Extracted data:

___

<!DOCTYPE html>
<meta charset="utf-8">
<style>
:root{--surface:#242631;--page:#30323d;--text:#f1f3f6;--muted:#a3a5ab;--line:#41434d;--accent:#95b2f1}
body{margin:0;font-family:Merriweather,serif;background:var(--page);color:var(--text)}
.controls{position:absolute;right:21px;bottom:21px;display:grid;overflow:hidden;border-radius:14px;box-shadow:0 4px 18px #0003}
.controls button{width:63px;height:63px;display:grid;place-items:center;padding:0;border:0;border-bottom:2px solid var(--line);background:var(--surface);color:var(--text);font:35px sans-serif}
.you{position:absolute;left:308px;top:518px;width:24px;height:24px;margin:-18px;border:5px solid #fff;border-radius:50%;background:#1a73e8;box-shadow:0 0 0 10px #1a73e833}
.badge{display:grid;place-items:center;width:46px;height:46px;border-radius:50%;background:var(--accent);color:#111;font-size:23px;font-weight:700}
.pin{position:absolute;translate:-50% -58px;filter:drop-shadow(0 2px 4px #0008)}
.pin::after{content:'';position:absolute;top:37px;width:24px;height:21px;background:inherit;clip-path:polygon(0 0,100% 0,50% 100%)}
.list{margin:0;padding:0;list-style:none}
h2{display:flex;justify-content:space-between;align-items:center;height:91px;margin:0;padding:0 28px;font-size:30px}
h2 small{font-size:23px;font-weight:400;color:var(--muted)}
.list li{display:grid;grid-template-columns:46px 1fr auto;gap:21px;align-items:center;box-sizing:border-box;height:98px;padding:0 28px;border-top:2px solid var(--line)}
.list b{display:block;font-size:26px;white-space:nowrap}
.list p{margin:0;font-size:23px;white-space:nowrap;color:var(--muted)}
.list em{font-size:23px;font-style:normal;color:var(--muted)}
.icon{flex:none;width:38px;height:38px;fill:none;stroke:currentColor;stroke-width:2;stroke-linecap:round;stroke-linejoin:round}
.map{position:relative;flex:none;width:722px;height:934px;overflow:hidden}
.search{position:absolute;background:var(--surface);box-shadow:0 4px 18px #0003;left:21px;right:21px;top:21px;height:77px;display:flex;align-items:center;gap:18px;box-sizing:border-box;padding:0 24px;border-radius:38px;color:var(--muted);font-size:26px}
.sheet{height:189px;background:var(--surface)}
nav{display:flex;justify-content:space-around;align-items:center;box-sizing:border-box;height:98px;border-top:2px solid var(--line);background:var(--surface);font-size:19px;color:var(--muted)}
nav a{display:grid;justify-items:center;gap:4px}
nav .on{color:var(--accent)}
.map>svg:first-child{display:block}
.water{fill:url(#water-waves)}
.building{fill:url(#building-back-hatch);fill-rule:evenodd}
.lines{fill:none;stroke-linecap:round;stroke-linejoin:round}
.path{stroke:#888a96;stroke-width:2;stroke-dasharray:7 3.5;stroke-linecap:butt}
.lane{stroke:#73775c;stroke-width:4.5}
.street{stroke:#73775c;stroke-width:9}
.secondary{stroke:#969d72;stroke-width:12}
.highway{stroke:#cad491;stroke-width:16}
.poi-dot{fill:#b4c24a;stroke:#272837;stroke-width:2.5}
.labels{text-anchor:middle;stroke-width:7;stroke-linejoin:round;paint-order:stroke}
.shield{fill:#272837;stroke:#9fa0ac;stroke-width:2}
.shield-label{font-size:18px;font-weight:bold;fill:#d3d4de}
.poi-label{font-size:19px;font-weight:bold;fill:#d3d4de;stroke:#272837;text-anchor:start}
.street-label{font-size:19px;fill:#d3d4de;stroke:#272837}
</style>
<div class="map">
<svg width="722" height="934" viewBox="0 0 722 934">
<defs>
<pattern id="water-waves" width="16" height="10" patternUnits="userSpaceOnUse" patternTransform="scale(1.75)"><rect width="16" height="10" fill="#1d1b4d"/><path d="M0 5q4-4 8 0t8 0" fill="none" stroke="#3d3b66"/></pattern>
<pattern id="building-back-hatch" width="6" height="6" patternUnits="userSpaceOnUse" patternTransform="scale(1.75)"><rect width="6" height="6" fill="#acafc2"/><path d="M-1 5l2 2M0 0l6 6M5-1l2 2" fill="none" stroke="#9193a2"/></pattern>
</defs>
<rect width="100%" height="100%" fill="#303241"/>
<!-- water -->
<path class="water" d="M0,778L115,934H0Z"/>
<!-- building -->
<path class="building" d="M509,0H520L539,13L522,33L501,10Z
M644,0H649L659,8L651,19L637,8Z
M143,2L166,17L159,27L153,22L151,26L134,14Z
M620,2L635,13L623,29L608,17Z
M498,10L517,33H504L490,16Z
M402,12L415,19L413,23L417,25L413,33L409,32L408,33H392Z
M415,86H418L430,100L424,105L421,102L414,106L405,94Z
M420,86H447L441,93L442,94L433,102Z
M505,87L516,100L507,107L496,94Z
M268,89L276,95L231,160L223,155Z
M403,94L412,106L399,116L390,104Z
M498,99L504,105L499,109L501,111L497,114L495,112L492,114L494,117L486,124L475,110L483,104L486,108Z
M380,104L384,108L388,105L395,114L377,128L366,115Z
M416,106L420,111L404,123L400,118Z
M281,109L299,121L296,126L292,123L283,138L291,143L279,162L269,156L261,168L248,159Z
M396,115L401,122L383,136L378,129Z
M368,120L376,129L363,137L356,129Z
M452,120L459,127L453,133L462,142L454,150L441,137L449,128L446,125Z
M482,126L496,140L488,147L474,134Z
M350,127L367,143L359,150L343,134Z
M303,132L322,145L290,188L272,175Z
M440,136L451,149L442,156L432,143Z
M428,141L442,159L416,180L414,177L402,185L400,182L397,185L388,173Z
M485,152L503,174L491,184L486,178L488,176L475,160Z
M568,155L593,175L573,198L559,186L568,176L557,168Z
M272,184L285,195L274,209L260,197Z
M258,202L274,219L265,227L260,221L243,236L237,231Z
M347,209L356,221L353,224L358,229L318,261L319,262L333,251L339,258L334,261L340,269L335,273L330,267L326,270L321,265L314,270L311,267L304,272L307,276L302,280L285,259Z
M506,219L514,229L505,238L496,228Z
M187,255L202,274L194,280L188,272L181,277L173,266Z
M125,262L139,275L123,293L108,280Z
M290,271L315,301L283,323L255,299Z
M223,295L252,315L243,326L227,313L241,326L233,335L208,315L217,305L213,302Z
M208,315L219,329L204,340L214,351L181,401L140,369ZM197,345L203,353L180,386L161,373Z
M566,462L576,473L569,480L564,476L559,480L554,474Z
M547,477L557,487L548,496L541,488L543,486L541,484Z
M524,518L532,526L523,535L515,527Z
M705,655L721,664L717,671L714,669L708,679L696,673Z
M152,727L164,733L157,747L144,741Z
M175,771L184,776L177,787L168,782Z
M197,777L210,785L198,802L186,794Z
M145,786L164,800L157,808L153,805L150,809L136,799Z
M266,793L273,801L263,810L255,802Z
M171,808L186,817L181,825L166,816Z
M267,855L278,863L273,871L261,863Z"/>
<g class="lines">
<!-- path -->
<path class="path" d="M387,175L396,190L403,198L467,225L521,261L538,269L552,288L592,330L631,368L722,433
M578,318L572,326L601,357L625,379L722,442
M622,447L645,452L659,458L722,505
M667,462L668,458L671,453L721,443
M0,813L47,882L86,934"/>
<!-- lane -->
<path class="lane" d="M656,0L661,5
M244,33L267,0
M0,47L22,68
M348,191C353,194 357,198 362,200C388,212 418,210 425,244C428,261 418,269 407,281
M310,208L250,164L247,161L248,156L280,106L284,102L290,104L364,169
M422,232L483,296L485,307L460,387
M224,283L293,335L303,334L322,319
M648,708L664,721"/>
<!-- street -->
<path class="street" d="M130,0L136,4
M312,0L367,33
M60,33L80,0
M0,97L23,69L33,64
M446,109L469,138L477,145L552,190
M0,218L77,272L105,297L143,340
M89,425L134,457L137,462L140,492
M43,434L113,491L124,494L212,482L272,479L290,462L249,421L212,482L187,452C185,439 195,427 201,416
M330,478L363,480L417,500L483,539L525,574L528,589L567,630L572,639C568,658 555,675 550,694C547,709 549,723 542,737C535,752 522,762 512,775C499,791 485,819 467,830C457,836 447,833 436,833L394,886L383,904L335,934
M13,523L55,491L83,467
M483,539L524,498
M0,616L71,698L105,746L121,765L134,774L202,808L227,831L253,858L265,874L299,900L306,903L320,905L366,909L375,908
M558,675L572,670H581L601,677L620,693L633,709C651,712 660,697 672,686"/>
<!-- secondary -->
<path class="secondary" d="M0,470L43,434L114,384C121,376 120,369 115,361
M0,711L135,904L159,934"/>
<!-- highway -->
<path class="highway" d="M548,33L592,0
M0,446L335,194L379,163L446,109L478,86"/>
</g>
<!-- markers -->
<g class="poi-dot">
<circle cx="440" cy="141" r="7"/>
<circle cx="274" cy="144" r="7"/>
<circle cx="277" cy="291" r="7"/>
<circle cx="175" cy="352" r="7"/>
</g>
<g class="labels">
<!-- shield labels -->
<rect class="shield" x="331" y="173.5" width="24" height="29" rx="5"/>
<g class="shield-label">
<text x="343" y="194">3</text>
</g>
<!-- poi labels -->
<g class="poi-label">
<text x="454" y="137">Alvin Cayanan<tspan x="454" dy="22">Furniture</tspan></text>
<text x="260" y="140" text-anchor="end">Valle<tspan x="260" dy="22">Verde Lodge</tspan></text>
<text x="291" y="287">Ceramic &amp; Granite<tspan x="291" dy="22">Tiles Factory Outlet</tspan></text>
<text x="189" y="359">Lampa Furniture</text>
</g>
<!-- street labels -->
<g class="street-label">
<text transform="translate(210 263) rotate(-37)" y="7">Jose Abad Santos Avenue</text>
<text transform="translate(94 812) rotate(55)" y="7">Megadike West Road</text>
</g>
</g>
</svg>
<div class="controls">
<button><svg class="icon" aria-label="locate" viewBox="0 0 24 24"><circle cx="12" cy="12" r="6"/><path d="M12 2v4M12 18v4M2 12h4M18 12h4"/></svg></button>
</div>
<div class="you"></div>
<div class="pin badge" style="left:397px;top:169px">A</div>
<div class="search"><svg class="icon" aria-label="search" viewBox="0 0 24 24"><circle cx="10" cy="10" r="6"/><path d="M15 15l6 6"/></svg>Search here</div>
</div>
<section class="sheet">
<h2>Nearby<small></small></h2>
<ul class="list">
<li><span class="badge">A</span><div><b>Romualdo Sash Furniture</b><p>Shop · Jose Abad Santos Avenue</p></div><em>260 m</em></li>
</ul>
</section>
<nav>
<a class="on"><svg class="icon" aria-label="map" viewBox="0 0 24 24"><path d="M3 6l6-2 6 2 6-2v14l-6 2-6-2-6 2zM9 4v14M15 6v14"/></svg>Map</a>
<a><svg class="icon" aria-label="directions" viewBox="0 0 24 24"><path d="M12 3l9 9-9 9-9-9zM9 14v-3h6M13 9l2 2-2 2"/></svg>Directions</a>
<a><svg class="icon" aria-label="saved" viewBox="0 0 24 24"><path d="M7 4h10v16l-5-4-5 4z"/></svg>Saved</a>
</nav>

___

What is required: Through the line that holds "solid #fff;border-radius:50%;background:#1a73e8;box-shadow:0 0", repeat the material above exactly, starting at its first line.

Answer area:
<!DOCTYPE html>
<meta charset="utf-8">
<style>
:root{--surface:#242631;--page:#30323d;--text:#f1f3f6;--muted:#a3a5ab;--line:#41434d;--accent:#95b2f1}
body{margin:0;font-family:Merriweather,serif;background:var(--page);color:var(--text)}
.controls{position:absolute;right:21px;bottom:21px;display:grid;overflow:hidden;border-radius:14px;box-shadow:0 4px 18px #0003}
.controls button{width:63px;height:63px;display:grid;place-items:center;padding:0;border:0;border-bottom:2px solid var(--line);background:var(--surface);color:var(--text);font:35px sans-serif}
.you{position:absolute;left:308px;top:518px;width:24px;height:24px;margin:-18px;border:5px solid #fff;border-radius:50%;background:#1a73e8;box-shadow:0 0 0 10px #1a73e833}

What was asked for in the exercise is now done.